How to use RANKX in DAX (Part 3 of 3 – The Finale)

Part 1 of 3 Using RANKX in calculated measures

Part 2 of 3 Using RANKX in calculated columns

This article concludes my epic series detailing how to use the RANKX function in DAX.  In this episode, Frodo finally reaches Mt. Doom and successfully uses RANKX to find the best path into the mountain and complete his journey.  What you probably don’t appreciate is when Frodo returned home, the first thing he did was create a Power BI Report about his adventures, which J. R. R. Tolkien later converted into a successful book and movie.

Free stock photo of cold, snow, landscape, nature

The first 2 articles covered how to use the RANKX function with calculated columns and calculated measures. This article will focus on the mysterious and optional third parameter and attempt to break down what it does and when it might be useful.

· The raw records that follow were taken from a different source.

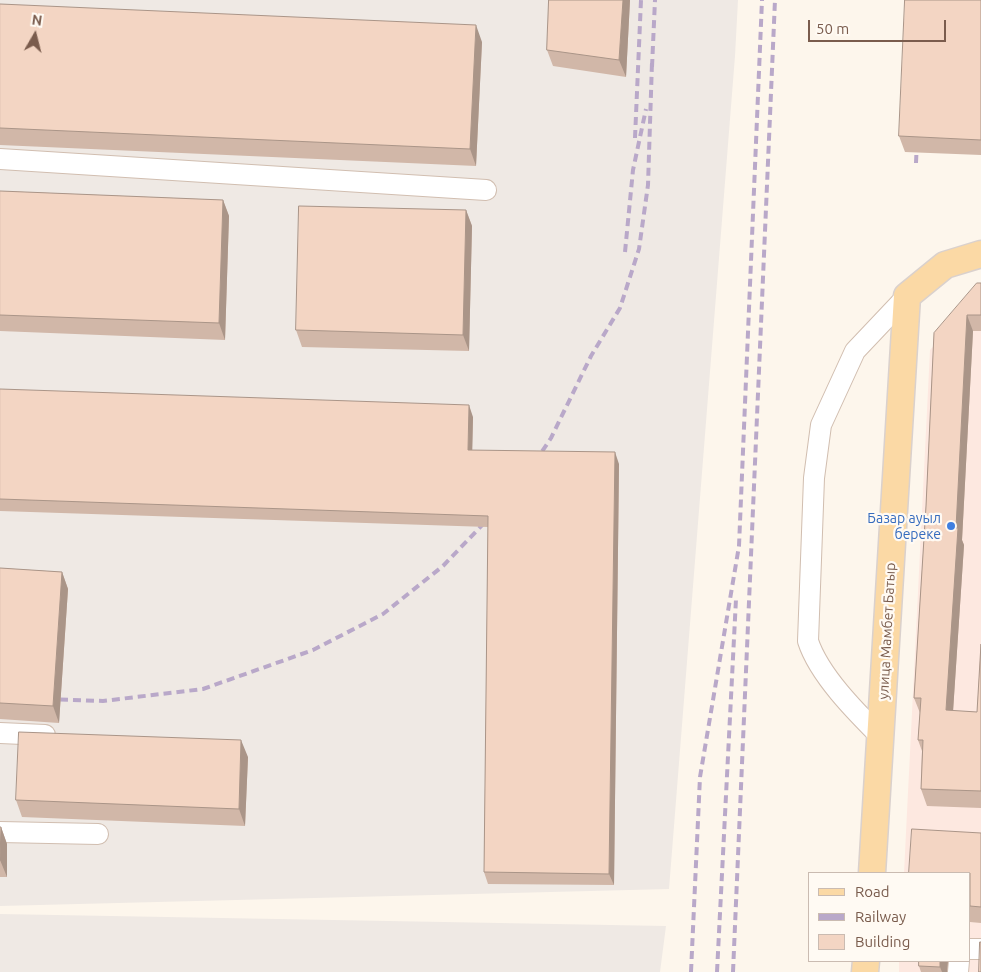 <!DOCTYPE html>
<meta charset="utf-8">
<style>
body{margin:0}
#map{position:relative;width:981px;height:972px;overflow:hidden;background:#fdf6ec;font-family:Ubuntu,sans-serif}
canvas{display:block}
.legend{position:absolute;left:808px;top:872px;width:162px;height:90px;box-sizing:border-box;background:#fffaf3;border:1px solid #cabbb1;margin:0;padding:6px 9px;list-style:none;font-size:15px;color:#7a5c4d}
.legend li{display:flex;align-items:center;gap:10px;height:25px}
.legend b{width:25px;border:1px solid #cabbb1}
.north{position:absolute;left:10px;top:10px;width:50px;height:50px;-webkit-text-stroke:4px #fffaf3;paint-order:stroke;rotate:8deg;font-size:14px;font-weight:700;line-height:20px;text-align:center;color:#7a5c4d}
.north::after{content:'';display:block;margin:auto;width:18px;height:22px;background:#7a5c4d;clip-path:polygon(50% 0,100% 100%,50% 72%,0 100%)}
.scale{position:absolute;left:808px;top:20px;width:138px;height:22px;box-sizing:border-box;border:2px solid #7a5c4d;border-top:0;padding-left:6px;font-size:15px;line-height:18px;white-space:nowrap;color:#7a5c4d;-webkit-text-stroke:4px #fffaf3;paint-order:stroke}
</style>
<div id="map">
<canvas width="981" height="972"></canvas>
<ul class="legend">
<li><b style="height:6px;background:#fbd9a5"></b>Road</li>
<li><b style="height:6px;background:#b9a8c9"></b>Railway</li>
<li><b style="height:14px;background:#f3d5c3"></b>Building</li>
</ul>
<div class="north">N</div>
<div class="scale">50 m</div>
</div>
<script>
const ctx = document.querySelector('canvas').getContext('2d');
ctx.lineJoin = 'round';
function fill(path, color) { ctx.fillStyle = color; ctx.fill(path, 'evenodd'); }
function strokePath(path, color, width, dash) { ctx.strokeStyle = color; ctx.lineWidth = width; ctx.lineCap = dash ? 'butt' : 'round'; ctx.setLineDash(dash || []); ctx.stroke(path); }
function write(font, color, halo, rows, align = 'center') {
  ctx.font = font + ' Ubuntu,sans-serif'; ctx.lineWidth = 4.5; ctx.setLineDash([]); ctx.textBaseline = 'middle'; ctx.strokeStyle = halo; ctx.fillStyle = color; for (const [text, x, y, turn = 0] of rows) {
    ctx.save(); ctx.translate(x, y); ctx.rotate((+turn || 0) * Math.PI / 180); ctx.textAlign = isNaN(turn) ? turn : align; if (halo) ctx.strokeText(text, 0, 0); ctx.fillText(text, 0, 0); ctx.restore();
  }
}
fill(new Path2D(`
 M981,291v681h-82v-11h71v-88h-66l26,-523z`), '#fde8e0');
fill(new Path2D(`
 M0,0h738l-3,56 -66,833 -669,17z
 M0,914l666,12 -6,46h-660z`), '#efe9e4');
const minor = new Path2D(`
 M0,159l486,31
 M0,733l45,2
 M881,737c-25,-25 -62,-62 -73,-96l6,-163 7,-53 34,-74 52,-55
 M0,832l98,2
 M970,949h11
 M958,972l1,-11`);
const major = new Path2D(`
 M872,873l35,-577 38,-31 36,-11
 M865,972l1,-11`);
strokePath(minor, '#d1beb0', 22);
strokePath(major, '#dad1cd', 29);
strokePath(minor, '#fff', 20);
strokePath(major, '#fbd9a5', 26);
strokePath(new Path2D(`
 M652,67l3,-67
 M635,138l6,-138
 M916,163l1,-23
 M625,252l8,-82 13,-61
 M535,462l16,-24 40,-82 29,-48 19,-59 9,-64 4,-123
 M47,699l56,2 100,-12 110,-39 70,-36 60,-48 46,-48
 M691,972l9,-195 39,-231 23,-546
 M717,972l19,-373
 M733,972l42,-972`), '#b9a8c9', 4, [8, 5]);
fill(new Path2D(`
 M549,0h81l-4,77 -73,-11 -6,-16z
 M981,0v155l-76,-3 -6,-16z
 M0,4l482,38 -6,124 -476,-21z
 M0,191l223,9 6,16 -4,124 -225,-9z
 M466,210l6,16 -3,125 -167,-4 -6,-17z
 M981,283v48h-8l-11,209 2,5 -11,166 24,1 4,-68v164l-54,-2 -6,-17 1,-38 -4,-11 2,-27 -6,-15 12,-192 8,-173z
 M0,389l473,28 -1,33 147,14 -5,421 -126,-1 -4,-12 4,-345 -488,-16z
 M0,568l62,4 6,17 -9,134 -59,-4z
 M248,757l-3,69 -223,-9 -6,-17z
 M0,827h1l6,17v33h-7z
 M981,833v90l-11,-1v-49z
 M919,961h29l-1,11h-26l-2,-6z`), '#d1b7a8');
fill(new Path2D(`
 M623,0h7l-4,77 -7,-17z
 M476,25l6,17 -6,124 -6,-17z
 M223,200l6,16 -4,124 -6,-17z
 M466,210l6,16 -3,125 -6,-16z
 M967,315l6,16 -11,209 2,5 -12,182 -6,-17z
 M469,405l4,12 -1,45 -4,-12z
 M615,452l4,12 -5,421 -5,-11z
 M62,572l6,17 -9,134 -6,-17z
 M241,740l7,17 -3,69 -6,-17z
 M1,827l6,17v33l-7,-17z
 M940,961h8l-1,11h-5l-2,-5z`), '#aa9588');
const building = new Path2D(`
 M549,0h74l-4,60 -72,-10z
 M905,0h76v140l-82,-4z
 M0,4l476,21 -6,124 -470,-21z
 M0,191l223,9 -4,123 -219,-8z
 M299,206l167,4 -3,125 -167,-5z
 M977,283h4v32h-14l-11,213h2l-12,182 31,2 4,-68v147l-60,-2 2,-49h-5l3,-42h-7l12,-192 8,-173z
 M0,389l469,16 -1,45 147,2 -6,422 -125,-2 4,-356 -488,-17z
 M0,568l62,4 -9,134 -53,-3z
 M19,732l222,8 -2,69 -223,-9z
 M0,827h1l-1,33z
 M912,829l69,4v74l-11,-1v-33h-61z
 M980,942h1v30h-2z
 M919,961h21v6l-21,-1z`);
fill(building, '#f3d5c3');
strokePath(building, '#aa9588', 1);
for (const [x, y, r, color] of [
 [951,526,5,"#3f7fe0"]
]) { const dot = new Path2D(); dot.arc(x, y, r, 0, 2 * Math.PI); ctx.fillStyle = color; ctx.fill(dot); strokePath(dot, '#fffaf3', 2); }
write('14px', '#366cbe', '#fffaf3', [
 ["Базар ауыл",941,518],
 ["береке",941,534]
], 'right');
write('14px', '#7a5c4d', '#fffaf3', [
 ["улица Мамбет Батыр",887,631,-87]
]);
</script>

The official documentation from Microsoft suggests the syntax for the RANKX function is as follows:

RANKX(<table>, <expression>[, <value>[, <order>[, <ties>]]])

I will focus on the optional <value> parameter.

RANKX is an iterator function, which means it will run a loop as many times as there are rows in the <table> passed as the first parameter.  Each time the RANKX function is calculated, it evaluates the DAX code provided as the <expression> and builds a sorted list to establish the rank order.  The value returned by <expression> for the current context of the call to the RANKX function is then used to find the position in the sorted list, so long as the <value> parameter is not used.  It is the position in the list that the RANKX function returns.

I will use the same data-set used in the first two articles to demonstrate.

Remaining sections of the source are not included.